I know the WC is high. :( I'm trying to cut it, but I doubt I will be able to cut it down to the standards for a new YA writer. It wouldn't work as two books, though I appreciate the suggestion.

Yup, the first 150 is the prologue. I can easily switch that to the first chapter if it isn't frowned upon. The first chapter focuses on Ariana. Should I post that on here as a comment or just leave it be?

Anonymous said...

I like your query’s hook – though I think you could combine it with the second sentence if you wanted (re-working it just a bit) for some extra punch. Wait. Now that I re-read it, I’m wondering if the reference to “Seventeen Magazine” is a good idea though because that suggests the story is set on our world—not the one(s) you’ve created.

The rest of the query makes sense which is pretty impressive given your world(s), but I wonder if you can get to the conflict without giving so much exposition. Maybe you can’t. The query is on the longer side so if you can cut more quickly to what your protagonists have to do/decide (the main conflict) and the stakes, I think that might make for a stronger query. Unfortunately, I’m not sure how you’d do that (yes, I am an amazing critique partner—I know). What if you simply say that the sisters were separated at birth, one having grown up in splendor, the other in squalor, but now due to __ they are thrown together and must ___. Something like that only less cliché?
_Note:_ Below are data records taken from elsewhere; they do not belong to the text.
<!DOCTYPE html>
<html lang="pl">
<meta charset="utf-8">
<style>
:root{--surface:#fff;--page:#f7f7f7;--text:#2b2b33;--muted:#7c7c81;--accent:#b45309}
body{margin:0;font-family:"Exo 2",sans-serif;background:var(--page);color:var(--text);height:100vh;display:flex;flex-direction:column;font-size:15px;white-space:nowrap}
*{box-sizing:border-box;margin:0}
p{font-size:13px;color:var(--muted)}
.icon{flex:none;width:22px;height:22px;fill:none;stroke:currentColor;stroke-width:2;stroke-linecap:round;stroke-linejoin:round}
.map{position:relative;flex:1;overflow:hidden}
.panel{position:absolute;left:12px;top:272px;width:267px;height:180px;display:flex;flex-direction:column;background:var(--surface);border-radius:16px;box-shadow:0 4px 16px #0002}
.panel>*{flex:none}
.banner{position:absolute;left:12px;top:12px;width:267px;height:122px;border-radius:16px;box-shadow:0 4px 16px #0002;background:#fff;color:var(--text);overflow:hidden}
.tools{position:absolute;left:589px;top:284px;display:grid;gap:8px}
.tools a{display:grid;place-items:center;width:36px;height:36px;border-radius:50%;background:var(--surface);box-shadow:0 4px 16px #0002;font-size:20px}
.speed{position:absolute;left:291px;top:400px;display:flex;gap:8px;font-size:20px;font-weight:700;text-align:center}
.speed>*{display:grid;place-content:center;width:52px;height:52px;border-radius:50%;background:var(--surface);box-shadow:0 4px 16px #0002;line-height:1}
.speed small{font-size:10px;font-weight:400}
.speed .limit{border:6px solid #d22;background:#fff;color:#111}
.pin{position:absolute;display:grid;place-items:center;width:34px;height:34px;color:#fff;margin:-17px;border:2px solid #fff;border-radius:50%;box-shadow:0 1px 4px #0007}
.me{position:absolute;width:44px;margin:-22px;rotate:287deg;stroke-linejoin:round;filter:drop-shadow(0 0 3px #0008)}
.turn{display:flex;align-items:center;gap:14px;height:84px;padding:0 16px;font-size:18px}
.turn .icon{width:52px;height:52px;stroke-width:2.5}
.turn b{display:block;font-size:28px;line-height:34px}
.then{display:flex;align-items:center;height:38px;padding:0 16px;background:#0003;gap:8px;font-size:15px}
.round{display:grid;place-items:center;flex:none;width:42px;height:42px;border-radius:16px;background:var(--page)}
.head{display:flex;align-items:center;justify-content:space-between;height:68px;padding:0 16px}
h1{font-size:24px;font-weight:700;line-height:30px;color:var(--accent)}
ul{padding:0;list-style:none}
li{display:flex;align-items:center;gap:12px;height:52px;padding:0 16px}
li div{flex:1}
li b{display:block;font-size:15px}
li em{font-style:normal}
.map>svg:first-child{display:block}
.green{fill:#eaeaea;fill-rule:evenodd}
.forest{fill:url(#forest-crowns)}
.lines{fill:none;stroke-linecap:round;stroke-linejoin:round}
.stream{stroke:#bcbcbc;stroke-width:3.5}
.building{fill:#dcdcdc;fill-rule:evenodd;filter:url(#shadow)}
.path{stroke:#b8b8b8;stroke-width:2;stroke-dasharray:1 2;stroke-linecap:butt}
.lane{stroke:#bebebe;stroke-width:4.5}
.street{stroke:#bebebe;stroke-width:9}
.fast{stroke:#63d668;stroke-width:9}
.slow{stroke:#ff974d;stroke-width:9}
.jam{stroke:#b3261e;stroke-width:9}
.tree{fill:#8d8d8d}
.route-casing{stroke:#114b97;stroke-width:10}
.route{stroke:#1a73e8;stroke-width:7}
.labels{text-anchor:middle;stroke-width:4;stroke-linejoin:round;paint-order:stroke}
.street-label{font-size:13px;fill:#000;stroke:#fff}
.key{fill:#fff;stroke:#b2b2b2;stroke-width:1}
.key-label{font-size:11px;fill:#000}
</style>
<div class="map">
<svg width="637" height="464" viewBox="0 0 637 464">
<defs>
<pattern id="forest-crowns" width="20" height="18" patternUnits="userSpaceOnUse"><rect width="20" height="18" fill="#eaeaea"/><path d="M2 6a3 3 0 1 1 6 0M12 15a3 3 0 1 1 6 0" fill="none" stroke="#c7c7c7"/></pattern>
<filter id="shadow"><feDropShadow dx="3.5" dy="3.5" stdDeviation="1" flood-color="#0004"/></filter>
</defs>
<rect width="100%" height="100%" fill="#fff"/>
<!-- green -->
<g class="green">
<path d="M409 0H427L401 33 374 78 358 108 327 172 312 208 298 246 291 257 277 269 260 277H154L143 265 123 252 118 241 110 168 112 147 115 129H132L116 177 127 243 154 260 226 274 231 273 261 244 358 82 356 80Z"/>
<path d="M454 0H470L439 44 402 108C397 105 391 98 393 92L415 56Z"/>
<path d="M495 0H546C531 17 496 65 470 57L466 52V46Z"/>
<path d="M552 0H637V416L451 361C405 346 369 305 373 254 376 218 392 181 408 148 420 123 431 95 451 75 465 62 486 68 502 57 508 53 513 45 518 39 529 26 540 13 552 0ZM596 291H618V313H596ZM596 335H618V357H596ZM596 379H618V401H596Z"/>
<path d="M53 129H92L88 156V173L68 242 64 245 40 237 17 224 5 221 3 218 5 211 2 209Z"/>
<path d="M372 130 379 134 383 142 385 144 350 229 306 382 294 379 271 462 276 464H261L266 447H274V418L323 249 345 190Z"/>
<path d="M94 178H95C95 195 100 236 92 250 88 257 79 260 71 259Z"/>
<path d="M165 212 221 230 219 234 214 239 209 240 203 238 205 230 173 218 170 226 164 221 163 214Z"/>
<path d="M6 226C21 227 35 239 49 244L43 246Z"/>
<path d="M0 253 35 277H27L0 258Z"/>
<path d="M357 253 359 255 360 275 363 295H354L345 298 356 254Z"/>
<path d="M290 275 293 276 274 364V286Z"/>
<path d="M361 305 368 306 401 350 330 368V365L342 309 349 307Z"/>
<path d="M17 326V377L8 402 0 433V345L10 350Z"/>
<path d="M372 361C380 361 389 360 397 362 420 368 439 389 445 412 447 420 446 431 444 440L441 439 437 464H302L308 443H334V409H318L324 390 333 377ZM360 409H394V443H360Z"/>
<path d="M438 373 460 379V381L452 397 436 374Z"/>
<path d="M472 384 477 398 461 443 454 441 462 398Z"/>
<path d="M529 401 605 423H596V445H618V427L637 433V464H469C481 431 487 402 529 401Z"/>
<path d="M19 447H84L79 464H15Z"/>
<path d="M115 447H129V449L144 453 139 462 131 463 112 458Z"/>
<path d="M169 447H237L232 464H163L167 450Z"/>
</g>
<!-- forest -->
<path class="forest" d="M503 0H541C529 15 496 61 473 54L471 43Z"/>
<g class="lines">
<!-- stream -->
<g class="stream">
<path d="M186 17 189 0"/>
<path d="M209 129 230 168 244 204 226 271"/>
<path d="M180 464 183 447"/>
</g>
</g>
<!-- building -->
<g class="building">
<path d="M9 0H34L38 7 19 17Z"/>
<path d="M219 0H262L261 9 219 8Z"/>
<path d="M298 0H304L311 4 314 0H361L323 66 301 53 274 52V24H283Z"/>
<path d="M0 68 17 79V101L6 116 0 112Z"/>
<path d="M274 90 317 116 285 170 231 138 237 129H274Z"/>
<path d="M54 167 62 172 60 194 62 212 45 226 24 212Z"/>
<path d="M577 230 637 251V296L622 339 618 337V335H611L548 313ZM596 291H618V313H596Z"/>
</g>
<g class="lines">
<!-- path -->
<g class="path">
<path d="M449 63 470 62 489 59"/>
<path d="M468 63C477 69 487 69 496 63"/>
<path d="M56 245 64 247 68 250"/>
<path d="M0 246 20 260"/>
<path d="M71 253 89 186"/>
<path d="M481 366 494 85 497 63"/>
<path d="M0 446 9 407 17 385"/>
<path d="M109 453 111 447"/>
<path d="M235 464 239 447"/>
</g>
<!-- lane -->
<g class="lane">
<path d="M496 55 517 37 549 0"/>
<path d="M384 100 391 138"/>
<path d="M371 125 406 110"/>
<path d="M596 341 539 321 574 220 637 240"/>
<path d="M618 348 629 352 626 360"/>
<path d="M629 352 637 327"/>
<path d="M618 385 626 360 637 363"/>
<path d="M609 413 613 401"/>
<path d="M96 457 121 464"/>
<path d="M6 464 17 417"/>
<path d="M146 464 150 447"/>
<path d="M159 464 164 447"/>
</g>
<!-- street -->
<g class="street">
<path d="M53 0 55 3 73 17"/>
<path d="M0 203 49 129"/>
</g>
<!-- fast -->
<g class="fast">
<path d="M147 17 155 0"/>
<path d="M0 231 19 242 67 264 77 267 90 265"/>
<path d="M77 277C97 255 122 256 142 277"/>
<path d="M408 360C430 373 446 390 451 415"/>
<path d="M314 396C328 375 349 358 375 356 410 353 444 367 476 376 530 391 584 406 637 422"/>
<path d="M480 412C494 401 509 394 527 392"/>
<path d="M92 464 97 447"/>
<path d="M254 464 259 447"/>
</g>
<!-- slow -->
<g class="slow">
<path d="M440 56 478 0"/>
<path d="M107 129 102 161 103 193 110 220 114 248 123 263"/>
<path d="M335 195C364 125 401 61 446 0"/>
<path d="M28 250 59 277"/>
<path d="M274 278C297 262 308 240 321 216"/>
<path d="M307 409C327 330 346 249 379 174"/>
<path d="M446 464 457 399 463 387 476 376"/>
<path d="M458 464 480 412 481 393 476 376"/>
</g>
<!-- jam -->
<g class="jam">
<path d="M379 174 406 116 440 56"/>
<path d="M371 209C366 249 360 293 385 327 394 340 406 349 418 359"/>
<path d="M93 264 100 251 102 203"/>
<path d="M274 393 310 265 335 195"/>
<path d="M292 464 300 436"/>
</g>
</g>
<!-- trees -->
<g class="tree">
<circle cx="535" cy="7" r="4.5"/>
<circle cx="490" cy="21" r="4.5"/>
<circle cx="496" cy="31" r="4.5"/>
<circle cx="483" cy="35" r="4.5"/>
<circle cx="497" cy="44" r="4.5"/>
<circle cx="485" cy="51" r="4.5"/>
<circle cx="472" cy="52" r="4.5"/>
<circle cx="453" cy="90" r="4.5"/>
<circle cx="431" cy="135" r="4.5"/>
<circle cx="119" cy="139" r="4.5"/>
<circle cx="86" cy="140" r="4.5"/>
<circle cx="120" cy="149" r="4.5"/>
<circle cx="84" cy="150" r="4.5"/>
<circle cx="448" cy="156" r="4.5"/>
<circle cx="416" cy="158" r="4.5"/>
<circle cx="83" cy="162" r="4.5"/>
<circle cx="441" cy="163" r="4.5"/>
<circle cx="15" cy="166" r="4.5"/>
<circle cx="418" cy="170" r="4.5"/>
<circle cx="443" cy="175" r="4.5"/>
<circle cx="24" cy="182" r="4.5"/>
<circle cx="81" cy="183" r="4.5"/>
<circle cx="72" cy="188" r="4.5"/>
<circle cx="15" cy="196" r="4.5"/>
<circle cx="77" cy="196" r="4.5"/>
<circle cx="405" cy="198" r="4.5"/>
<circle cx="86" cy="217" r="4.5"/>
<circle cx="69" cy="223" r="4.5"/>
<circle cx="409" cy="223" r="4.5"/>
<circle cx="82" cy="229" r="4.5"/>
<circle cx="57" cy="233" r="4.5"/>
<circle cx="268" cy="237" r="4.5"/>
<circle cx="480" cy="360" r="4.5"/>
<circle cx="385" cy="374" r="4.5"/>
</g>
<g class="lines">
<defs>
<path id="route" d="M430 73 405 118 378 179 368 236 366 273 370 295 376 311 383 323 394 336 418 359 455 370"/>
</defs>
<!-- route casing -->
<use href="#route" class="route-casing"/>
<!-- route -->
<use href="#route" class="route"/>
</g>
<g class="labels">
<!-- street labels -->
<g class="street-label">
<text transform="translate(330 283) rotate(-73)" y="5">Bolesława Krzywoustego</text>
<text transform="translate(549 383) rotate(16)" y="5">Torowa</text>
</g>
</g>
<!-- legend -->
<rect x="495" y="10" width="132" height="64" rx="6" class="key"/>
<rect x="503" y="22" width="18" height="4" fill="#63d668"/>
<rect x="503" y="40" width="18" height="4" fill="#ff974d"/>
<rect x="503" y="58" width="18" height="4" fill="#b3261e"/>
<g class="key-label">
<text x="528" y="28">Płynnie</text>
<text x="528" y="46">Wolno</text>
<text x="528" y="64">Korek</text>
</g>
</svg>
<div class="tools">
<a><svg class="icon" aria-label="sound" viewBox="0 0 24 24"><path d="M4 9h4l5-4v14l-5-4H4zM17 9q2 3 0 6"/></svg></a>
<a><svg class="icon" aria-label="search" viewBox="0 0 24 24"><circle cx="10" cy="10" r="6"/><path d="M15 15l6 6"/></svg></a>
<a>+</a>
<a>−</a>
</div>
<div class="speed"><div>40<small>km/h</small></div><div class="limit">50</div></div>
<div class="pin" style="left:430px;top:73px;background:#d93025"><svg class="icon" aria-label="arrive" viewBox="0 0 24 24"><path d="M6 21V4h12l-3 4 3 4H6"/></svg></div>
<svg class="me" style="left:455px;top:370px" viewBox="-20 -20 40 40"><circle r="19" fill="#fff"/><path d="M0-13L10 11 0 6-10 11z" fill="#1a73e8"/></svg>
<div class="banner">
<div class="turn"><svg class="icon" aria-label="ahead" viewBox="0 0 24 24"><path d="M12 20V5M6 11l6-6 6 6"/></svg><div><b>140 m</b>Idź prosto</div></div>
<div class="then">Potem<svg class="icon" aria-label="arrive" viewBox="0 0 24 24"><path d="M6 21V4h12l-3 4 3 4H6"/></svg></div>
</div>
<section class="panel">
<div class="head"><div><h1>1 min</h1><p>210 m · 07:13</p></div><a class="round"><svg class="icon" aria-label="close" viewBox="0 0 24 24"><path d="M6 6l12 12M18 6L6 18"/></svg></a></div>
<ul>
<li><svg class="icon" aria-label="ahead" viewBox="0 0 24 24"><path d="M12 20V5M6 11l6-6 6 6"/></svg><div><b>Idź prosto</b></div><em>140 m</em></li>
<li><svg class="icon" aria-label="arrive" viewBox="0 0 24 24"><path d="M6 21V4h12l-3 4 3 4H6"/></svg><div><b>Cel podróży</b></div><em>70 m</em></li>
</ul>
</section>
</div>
The first 150 words are fine though it seems like you got cut off before the scene really got started. I wouldn’t mind some more imagery of the baby being taken away (oh my God that sounds so awful! I’m going to hell!).

Best of luck!

-Craig # 76

Mara Valderran said...

No worries, Craig. If you are going to hell for saying you want to see that then I am sure I will be there for writing it!

I reworked the query using some of your suggestions and also switching to the first 150 of chapter one and posted it on my blog ( I also changed it to New Adult. I'm planning on submitting it for the pitch contest tomorrow so any last minute suggestions are more than welcome! Thanks again for all your pointers! :)

Anonymous said...

I just checked out your new version and think it is an improvement for a number of reasons. The main thing is, I understood everything and the plot came through just fine. The only other thing you might want to finesse is making sure that we know what your main character must choose/do. Right now, it is about stuff that happens to her or around her, but she's not the one pushing the story forward.
Looks good!

Rebecca Enzor said...

Love the mix of fantasy and contemporary in the query.

The only part I thought could be stronger was the last line: "But when the good guys are proving to be not so good and the bad guys seem to have the wrong methods but the right ideas, where does that leave them?" You really need to punch us with the stakes here. What's going to happen with the world and the family if they fail.

The 150 sounds like a prologue, but most agents don't like those, so you have to be careful. Especially since you don't mention either character in the query.